Three in transition

Small, young companies are often the focus of attention when it comes to the latest and greatest product developments. But veteran information technology providers also are worth watching, particularly when they are reinventing themselves or riding a market transition.

Avaya Inc., Silicon Graphics Inc. and Software AG all fit that description. The following snapshots provide updates on those companies.

Avaya

Avaya, a longtime player in voice telephony, was stalled with other suppliers in the telecommunications doldrums. Today, the company is moving ahead with a strategy of targeting opportunities in converged

communications.

Avaya's approach is to provide voice-over-IP capabilities, while continuing to support traditional analog telecom. Synergy Research Group last month identified Avaya as the worldwide market share leader in the enterprise IP telephony market.

In the federal market, the company's converged platform includes redundancy features that fit into agencies' disaster recovery planning, said Kevin Donovan, an Avaya solutions architect who supports the company's federal business.
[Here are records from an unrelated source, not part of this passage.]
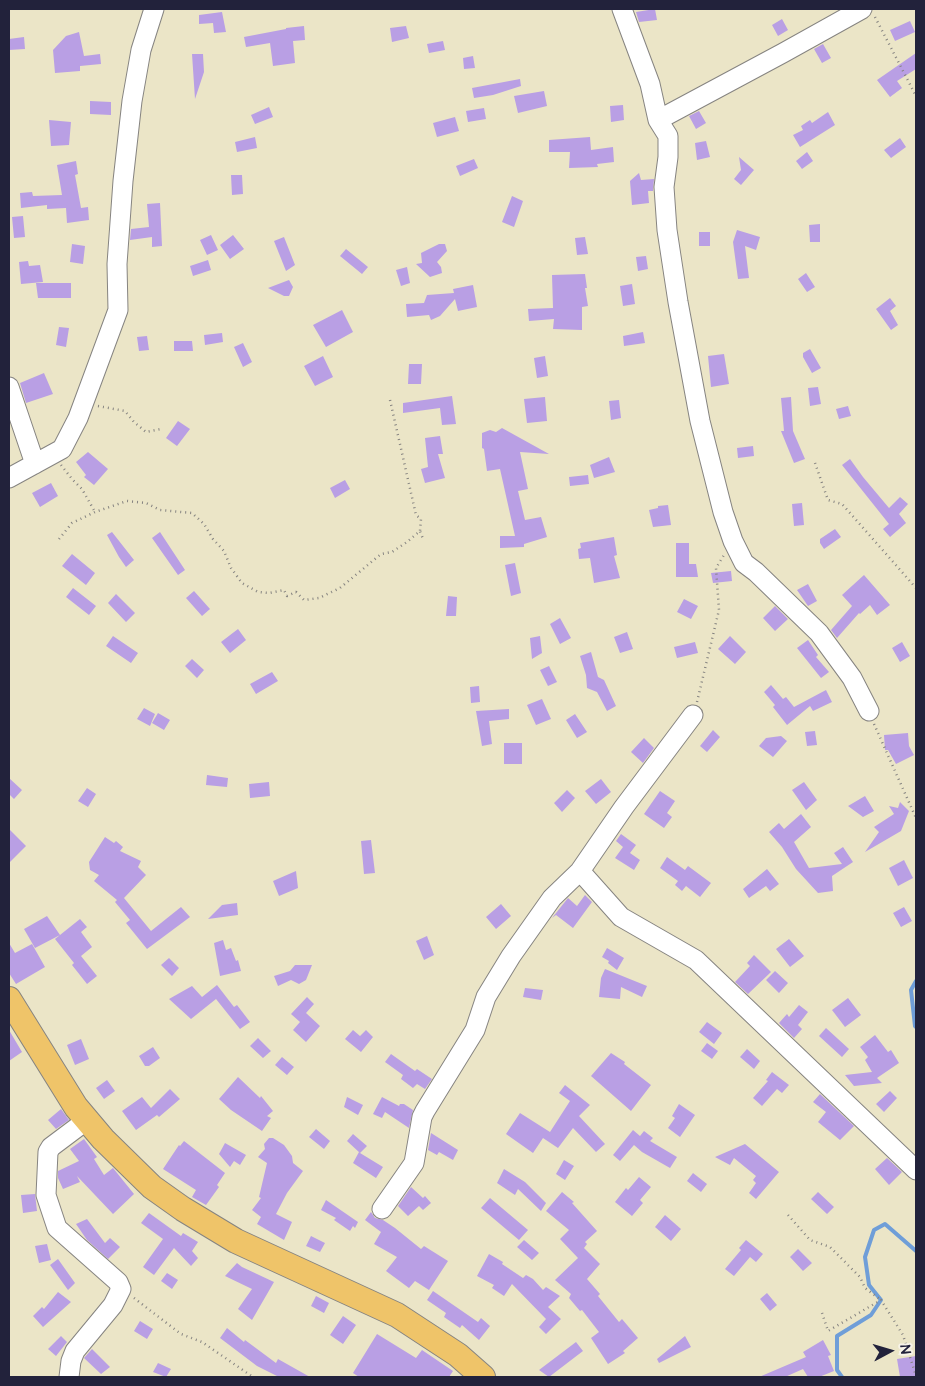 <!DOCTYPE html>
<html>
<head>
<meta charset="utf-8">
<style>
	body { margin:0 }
	#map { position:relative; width:925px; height:1386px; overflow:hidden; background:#ebe5c7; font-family:"Architects Daughter",sans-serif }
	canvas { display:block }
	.frame { position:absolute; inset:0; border:10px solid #22223b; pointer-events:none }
	.north { position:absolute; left:865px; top:1326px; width:50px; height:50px; -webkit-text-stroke:4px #f7f3e8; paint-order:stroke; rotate:84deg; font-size:14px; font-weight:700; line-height:20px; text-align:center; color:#22223b }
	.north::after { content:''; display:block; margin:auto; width:18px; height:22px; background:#22223b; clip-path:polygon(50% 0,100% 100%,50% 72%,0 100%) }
</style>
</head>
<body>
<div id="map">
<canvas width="925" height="1386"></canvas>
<div class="frame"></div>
<div class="north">N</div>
</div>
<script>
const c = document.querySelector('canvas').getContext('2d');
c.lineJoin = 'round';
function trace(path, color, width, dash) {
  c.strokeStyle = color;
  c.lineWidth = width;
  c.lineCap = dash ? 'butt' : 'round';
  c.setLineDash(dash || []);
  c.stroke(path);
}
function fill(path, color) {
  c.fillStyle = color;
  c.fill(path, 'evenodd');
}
trace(new Path2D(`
	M916,981L911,990L915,1026L916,1027
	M842,1377L837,1370V1336L871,1315L881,1300L869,1285L865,1257L874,1230L885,1224L916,1251`), '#6f9ed8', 4);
fill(new Path2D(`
	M655,9L657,20L639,22L636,12Z
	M222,12L226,32L214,33L213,23L199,24V15Z
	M782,19L788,30L778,36L772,25Z
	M910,21L915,32L895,41L890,30Z
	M304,26L305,40L293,41L295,63L273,66L270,43L246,47L244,37L286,29V28Z
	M406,26L409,38L392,42L390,28Z
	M79,32L84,56L100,54L101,64L80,66V71L55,73L53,50L66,36Z
	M24,37L25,49L9,50V39Z
	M443,41L445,50L429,53L427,44Z
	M823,44L831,58L822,63L814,49Z
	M916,53V69L897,81L902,88L890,97L877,80Z
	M192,54H203L204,72L195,99Z
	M473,56L475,68L464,69L463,58Z
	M520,79L521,86L493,95L474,98L472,88Z
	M544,91L547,106L518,113L514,96Z
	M90,101L111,102V115L90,114Z
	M623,105L624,120L611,122L610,106Z
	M269,107L273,117L255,124L251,115Z
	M484,108L486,119L468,122L466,111Z
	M699,111L706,123L696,129L689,116Z
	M828,112L835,125L800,147L793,135L803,130L801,126L810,120L812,123Z
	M455,117L459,131L437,137L433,123Z
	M49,120L71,122L69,145L51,146Z
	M255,137L257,148L237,152L235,142Z
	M590,137L591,150L613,147L614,162L597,164L598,167L569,168L570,152H549V140Z
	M900,138L906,147L891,158L884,150Z
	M706,141L710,157L697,160L695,143Z
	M807,152L813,161L802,169L796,161Z
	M739,157L754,170L741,185L734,179L741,170Z
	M474,159L478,168L460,176L456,166Z
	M76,161L78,174L75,175L81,208L88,207L89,220L67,223L66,208L47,209V205L21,208L20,193L32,192L33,196L62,195L57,165Z
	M639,173L641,180L654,179L653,191H648L649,203L632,205L630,181Z
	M231,175H242L243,194L232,195Z
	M512,196L523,201L514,227L502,222Z
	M160,203L162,246L152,247V237L130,240L131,229L149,227L147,204Z
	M23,216L25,237L14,238L12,217Z
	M820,224V242H810L809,225Z
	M737,230L760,237L756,250L745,246L749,278L738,279L733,242Z
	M699,232H710V246H699Z
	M211,235L218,250L207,255L200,240Z
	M233,235L244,249L230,259L220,245Z
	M284,237L295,265L286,271L274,241Z
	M585,237L588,254L577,255L575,238Z
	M72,244L85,246L83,264L70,262Z
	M439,244H445L447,251L437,262L441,267L442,273L430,277L416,264L422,263L421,253Z
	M346,249L368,267L362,274L340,256Z
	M646,256L648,269L638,271L636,257Z
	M208,260L211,270L193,276L190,266Z
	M28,261L29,266L40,265L43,282L21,284L19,262Z
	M407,267L410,283L401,286L396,270Z
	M806,273L815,287L807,292L798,279Z
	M585,274L587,288H585L588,306L582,307V330L553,329L554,319L529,321L528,309L553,308L552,275Z
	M289,280L293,287L289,296H284L268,288Z
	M36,283H71V298H38Z
	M632,284L635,304L623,306L620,286Z
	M473,285L477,307L458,311L455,299L440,316L431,320L429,315L407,317L406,304L424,303L427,295L454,293L453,289Z
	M890,298L896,306L890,311L898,325L891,330L876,309Z
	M342,310L353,332L326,347L313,325Z
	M59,327L69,328L66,347L56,345Z
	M643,332L645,343L624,346L623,336Z
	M222,333L223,342L205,345L204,335Z
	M147,336L149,350L139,351L137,337Z
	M174,341H192L193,351H174Z
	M243,343L252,362L243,367L234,347Z
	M810,349L821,368L812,373L803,357V353Z
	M724,354L729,384L711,387L708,356Z
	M323,356L333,377L315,386L304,366Z
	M545,356L548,376L537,378L534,358Z
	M409,364H422L421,384H408Z
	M44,373L53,394L26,403L20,383Z
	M818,387L821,404L810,406L808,388Z
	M452,396L456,424L442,425L440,408L403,413V403Z
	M545,397L547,421L527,423L524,399Z
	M791,397L793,431L805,459L794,463L781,431H784L781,398Z
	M619,400L621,418L611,420L609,401Z
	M848,406L851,416L839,419L836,409Z
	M178,421L190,429L177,446L166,438Z
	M502,428L549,454L520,452L528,489L518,491L525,520L541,517L547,537L524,544V547L500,548V536H515L500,469L487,471L484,449L482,448V433L490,430L496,432Z
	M440,436L443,454H438L445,478L425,483L421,469L428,467L425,438Z
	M753,446L754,456L738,458L737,448Z
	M88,452L108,469L94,485L84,477L86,475L76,462Z
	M609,457L615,472L594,478L590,465Z
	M850,459L863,477L889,508L900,497L908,504L899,514L906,523L890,537L883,529L889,524L842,465Z
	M588,475L589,484L570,486L569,477Z
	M345,480L350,489L335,498L330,488Z
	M51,483L58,496L40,507L32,493Z
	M802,503L804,525L794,526L792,504Z
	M668,505L671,525L653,527L649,510L658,508V506Z
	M835,529L841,537L824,549L820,543V539Z
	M112,532L134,560L126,567L119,557L107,535Z
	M160,532L185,570L178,575L152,538Z
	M614,537L617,555L614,556L620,578L594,583L590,558L579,559L578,549L581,548L580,543Z
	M676,543H689V564H696L698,577H676Z
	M72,554L95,573L86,585L62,566Z
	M515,563L521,593L511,596L505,565Z
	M731,571L732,581L713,583L711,573Z
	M864,575L890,605L877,615L870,605L860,614L859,613L837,638L831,630L852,606L842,595Z
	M808,584L817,601L808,606L797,590Z
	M73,588L96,606L89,615L66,597Z
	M194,591L210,609L202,616L186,598Z
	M116,594L135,613L126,622L108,603Z
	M448,596L457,597L456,616H446Z
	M684,599L698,606L691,619L677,612Z
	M775,606L788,619L775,631L763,618Z
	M560,618L571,638L560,644L550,624Z
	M238,629L246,640L230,653L221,642Z
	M627,632L633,649L620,653L614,637Z
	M113,636L138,653L131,663L106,646Z
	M540,636L542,653L532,659L530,638Z
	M730,636L746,652L735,664L718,649Z
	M808,640L818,655L816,657L829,672L821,678L797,648Z
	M695,642L698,653L677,658L674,647Z
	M902,642L910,656L900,662L892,648Z
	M591,652L598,677L604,680L616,706L607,711L597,692L587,688L586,675L580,656Z
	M192,659L204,670L197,678L185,666Z
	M549,666L557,682L548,686L540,670Z
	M272,672L278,681L256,694L250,684Z
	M771,685L783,699L786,697L794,707L826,690L832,702L813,711L810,706L787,725L773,707L775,705L764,692Z
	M479,686L480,702L471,703L470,687Z
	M542,699L551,719L536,725L527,705Z
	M144,708L155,714L150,726L137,719Z
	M509,709V719L489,721L492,744L482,746L476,711Z
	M158,713L170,720L164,730L152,723Z
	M575,714L587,732L577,738L566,720Z
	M713,730L720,737L707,752L700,746Z
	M815,731L817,745L807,746L805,732Z
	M908,733L909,746L914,755L896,764L888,750H885L884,735Z
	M781,736L787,741L773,757L759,746L766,738Z
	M644,738L654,748L643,763L631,752Z
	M504,743H522V764H504Z
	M207,775L228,778L227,787L206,785Z
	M9,778L22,790L14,799L9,794Z
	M601,779L611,792L596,804L585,791Z
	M269,782L270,796L250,798L249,784Z
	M804,782L817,800L806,810L792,790Z
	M87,788L96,794L88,807L78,801Z
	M567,790L575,798L562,812L554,803Z
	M660,791L675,801L667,813L672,817L664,828L644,814Z
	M865,796L874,811L863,817L848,806Z
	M900,802L909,811L901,831L865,852L879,832L874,827L894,814L889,806L898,808Z
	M801,814L811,827L794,842L809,868L842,864L834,853L843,847L853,862L832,876L833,891L818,893L796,869L782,847L769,832L779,823L784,829Z
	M9,829L26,846L9,863Z
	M621,834L636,845L630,853L640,860L634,870L615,858L623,847L616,841Z
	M105,837L114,843L116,841L123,847L120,851L141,861L138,867L146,875L124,898L151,931L181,907L190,917L147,949L126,923L130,920L115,902L117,900L94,881L99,875L90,870L89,862Z
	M371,840L375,873L364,874L361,841Z
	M667,857L685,870L688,866L711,883L700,897L686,886L682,891L675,885L678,881L660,868Z
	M904,860L913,878L898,886L889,868Z
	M767,869L779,884L770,891L766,886L749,898L743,889Z
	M296,871L298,888L279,896L273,881Z
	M585,895L592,902L573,928L556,915L552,918L568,898L577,906Z
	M237,903L238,915L208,919L222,905Z
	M501,904L511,916L496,929L486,917Z
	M904,907L912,921L901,927L893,913Z
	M47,916L60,935L35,948L24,929Z
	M80,919L87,927L81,932L92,947L81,956L97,976L87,984L72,965L74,963L55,939Z
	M427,936L434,955L424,960L416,941Z
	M789,939L804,956L790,967L776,949Z
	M223,940L226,950L231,948L236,961L238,960L241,971L220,976L214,943Z
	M9,943L15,953L32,944L45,967L16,984L9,973Z
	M607,948L624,958L617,970L608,963L609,961L602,957Z
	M754,955L771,972L748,994L735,982L750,966L747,963Z
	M169,958L179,968L172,976L161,965Z
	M295,965H312L306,980L299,984L291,980L278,986L274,976L290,971Z
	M605,969L647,986L642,997L621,987L620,999L599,997L601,978Z
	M775,971L788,983L779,993L766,980Z
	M217,985L234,1007L237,1005L250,1022L240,1029L216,999L191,1019L169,999L192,986L202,997Z
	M525,988L543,990L541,1000L523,997Z
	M307,997L314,1004L306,1013L320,1026L306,1042L293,1030L300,1022L291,1014Z
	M848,998L861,1015L845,1027L832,1010Z
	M799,1005L808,1012L798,1025L802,1029L794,1038L779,1023L787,1014L789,1017Z
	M707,1022L722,1033L714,1044L699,1032Z
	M826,1028L849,1049L842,1057L819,1036Z
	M9,1030L22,1052L9,1061Z
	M353,1030L360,1036L366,1030L373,1037L361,1052L345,1039Z
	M875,1035L888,1052L891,1050L899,1063L877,1078L882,1083L854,1086L845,1075L872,1072L865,1060L868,1057L860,1047Z
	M258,1038L271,1051L263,1058L250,1046Z
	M81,1039L89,1059L75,1065L67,1045Z
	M707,1043L718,1051L712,1059L701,1051Z
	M153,1047L160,1058L149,1066H145L139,1056Z
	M747,1049L760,1061L754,1069L740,1057Z
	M611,1053L625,1062L624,1064L651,1085L631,1111L591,1076Z
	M391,1054L415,1071L417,1069L432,1079L425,1089L417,1084L413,1088L401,1079L403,1075L385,1062Z
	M282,1057L294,1067L287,1075L275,1065Z
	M772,1072L789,1085L782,1093L777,1089L762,1106L753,1098L768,1081L766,1080Z
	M238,1077L260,1098L261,1096L273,1111L267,1116L271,1118L262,1131L231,1110L219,1099Z
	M107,1080L115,1091L104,1099L96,1088Z
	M565,1085L590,1105L579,1116L605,1144L596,1152L573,1128L558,1148L543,1138L533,1153L506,1134L520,1113L550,1132L570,1101L559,1093Z
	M170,1089L180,1099L159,1117L157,1115L136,1130L122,1111L142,1097L151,1108Z
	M890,1091L897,1098L884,1112L876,1104Z
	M820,1094L854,1126L840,1140L818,1122L826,1112L813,1102Z
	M347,1097L363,1105L358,1115L344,1107Z
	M382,1097L399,1106L400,1104H404L413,1110L409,1128L385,1112L382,1118L373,1114Z
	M679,1104L695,1115L680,1137L668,1128L675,1118L672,1116Z
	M61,1109L69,1120L56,1129L48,1120Z
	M316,1129L330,1141L324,1149L309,1137Z
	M633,1130L640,1136L644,1131L653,1138L650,1141L677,1157L670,1168L642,1152L634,1145L620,1161L613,1155Z
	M431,1133L458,1150L453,1160L439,1152L437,1155L428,1150Z
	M353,1134L367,1146L360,1153L383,1167L376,1178L353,1163L359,1152L360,1153L347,1141Z
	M269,1138H273L284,1145L292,1156L293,1163L303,1171L287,1193L276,1214L292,1222L284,1240L257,1224L261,1217L252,1210L261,1198L259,1197L267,1163L258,1157L265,1149L264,1144Z
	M84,1139L97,1157L94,1159L104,1175L113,1168L134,1194L113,1214L77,1176L80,1182L63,1189L58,1178V1171L79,1161L70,1149Z
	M184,1141L225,1173L217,1185L219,1187L206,1205L192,1197L196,1190L163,1169L179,1145L180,1146Z
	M225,1143L246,1155L240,1165L234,1161L230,1167L219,1154Z
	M745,1144L779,1172L756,1199L749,1193L756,1183L753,1180L756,1176L734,1158L730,1165L715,1157Z
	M887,1158L902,1172L889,1185L875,1169Z
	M564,1160L574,1166L565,1180L556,1174Z
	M504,1169L525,1182L546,1203L541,1211L518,1189L515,1195L497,1183Z
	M693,1173L707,1184L701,1192L687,1181Z
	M639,1177L651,1187L640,1200L643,1203L632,1216L615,1202L626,1188L628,1190Z
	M411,1187L423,1198L425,1196L431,1203L423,1210L419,1206L408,1216L398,1206Z
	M562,1192L574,1202L572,1203L597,1231L585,1242L587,1244L584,1248L600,1264L587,1279L600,1294L598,1296L619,1322L622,1319L638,1338L623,1351L625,1353L608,1364L591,1338L599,1332L582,1310L580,1311L569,1298L571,1294L555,1280L578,1258L560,1239L569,1230L546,1211Z
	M818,1192L834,1207L827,1214L811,1199Z
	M35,1194L37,1211L23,1213L21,1195Z
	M490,1198L528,1230L519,1240L481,1208Z
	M326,1200L358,1222L355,1228L353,1226L350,1231L334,1220L336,1218L321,1210Z
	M371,1212L375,1218L383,1220L395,1228L421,1249L424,1246L448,1261L429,1290L415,1281L409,1288L386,1271L397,1257L374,1244L381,1232L365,1220Z
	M149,1213L181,1236L183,1233L198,1242L192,1251L198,1258L191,1266L174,1248L154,1275L143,1267L163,1239L141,1223Z
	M665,1215L681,1229L671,1241L655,1227Z
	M87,1219L105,1243L110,1238L120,1247L108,1259L87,1240L76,1224Z
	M311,1236L325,1243L320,1252L306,1246Z
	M524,1240L539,1253L532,1260L517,1247Z
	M746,1240L763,1254L756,1262L750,1257L734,1276L725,1269L741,1250L739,1248Z
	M47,1244L51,1260L39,1263L35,1246Z
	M798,1249L812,1263L803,1271L790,1257Z
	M489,1254L503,1262L502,1264L523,1278L526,1275L533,1279L543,1290L546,1287L560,1296L548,1307L561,1319L546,1334L539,1327L546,1319L512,1284L504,1296L492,1288L494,1285L477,1276Z
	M58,1259L75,1283L68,1290L50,1265Z
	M237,1263L242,1267L274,1282L252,1320L238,1309L252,1289L225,1276Z
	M167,1273L178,1280L172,1289L161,1281Z
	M433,1291L478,1322L481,1318L490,1326L479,1340L462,1325L460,1328L444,1317L446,1313L427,1300Z
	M58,1292L71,1302L43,1327L33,1316L42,1307L44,1309Z
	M767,1293L777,1305L770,1311L760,1299Z
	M316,1296L329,1303L324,1313L311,1306Z
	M343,1316L356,1325L343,1344L330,1335Z
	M140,1321L153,1329L147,1339L134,1331Z
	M227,1328L244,1342L245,1340L276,1363L278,1359L310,1377H279L257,1366L220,1338Z
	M377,1334L416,1358L422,1350L453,1371L449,1377H359L353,1373Z
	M61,1336L67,1342L56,1356L48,1349Z
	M685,1336L691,1347L659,1363L657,1359Z
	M823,1340L831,1355L828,1356L834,1371L819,1377H808L803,1369L785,1377H759L806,1357L803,1352Z
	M576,1342L583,1351L549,1377L539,1370Z
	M92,1349L110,1367L101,1374L84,1358Z
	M916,1356V1377H900L897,1359Z
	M158,1363L171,1369L166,1377L153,1372Z`), '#b99fe4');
const minor = new Path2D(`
	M622,9L650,84L658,120L668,136V157L664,187L667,230L678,302L700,421L723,512L733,541L744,563L756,572L819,633L852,678L869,711
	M658,120L783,53L862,9
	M9,387L35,464
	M9,478L62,449L78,418L118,310L117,264L123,181L132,101L141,50L154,9
	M580,871L621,917L696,960L916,1170
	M382,1209L414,1163L422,1117L425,1111L475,1030L486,997L511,956L552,898L580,871L624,807L693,715
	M69,1377L71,1361L75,1351L113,1305L121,1289L118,1282L57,1228L46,1195L48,1152L51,1147L87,1120`);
const major = new Path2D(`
	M9,999L76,1107L103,1139L152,1187L183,1209L236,1241L397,1315L458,1355L483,1377`);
trace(minor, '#868481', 21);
trace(major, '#868481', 26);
trace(new Path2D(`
	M875,17L916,96
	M390,400L416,515L421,519L420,531
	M98,406L125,411L134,422L146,432L161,429
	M815,463L828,500L842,504L916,588
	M61,465L72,479L82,489L95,512
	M59,539L72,523L95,512L127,501L146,503L160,510L192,513L204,524L213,539L224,551L231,568L242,583L258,592L269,593L284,590L287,596L296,592L304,600L319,598L340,588L381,554L392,552L407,542L420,531L423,539
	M697,702L719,610L716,568L724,555
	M874,724L916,818
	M788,1215L810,1240L830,1247L860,1277L865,1288L881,1300
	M134,1298L181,1334L202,1342L253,1377
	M822,1313L828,1331L881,1300L903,1335L916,1376`), '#868481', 2.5, [1, 4]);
trace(minor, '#fff', 19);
trace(major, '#efc469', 24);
</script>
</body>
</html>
For example, Linux-based servers running the company's call-processing software can be housed in different buildings for backup purposes.

SGI

SGI is transitioning from the world of symmetric multiprocessing machines based on Unix/reduced instruction-set computing to supercomputers based on Linux and Intel Corp. processors. SGI's Altix 3000 server and "supercluster" product line reflect the company's new focus on that arena.

The company's early Altix adopters include the Energy Department's Pacific Northwest National Laboratory and Oakridge National Laboratory.

Oakridge's Center for Computational Sciences is working with a cluster of four 64-processor Altix machines. The deal could give SGI considerable exposure, because the center serves as a computing test bed for DOE and university scientists.

Software AG

Over the years, Software AG has been best known for database and fourth-generation language development tools. Such languages are closer to human than programming languages and are often used to access databases. Those products still account for more than 60 percent of the company's revenue, but Software AG is working to make a name for itself in Extensible Markup Language and Web services.

Accordingly, the company has introduced its Tamino XML server data management platform and EntireX integration server. William Ruh, senior vice president of professional services at Software AG, sees the company's products playing a role in helping

federal agencies develop XML registries and integrate them with existing systems.

A governmentwide XML registry is among the Bush administration's 24

e-government initiatives. Such a registry would let agencies use XML schemas developed by other agencies. As for integration, Software AG's products may be used to revitalize legacy applications. EntireX, for example, is used to migrate mainframe applications to the Web. Recent enhancements to EntireX support Web services and Universal Description, Discovery and Integration registries.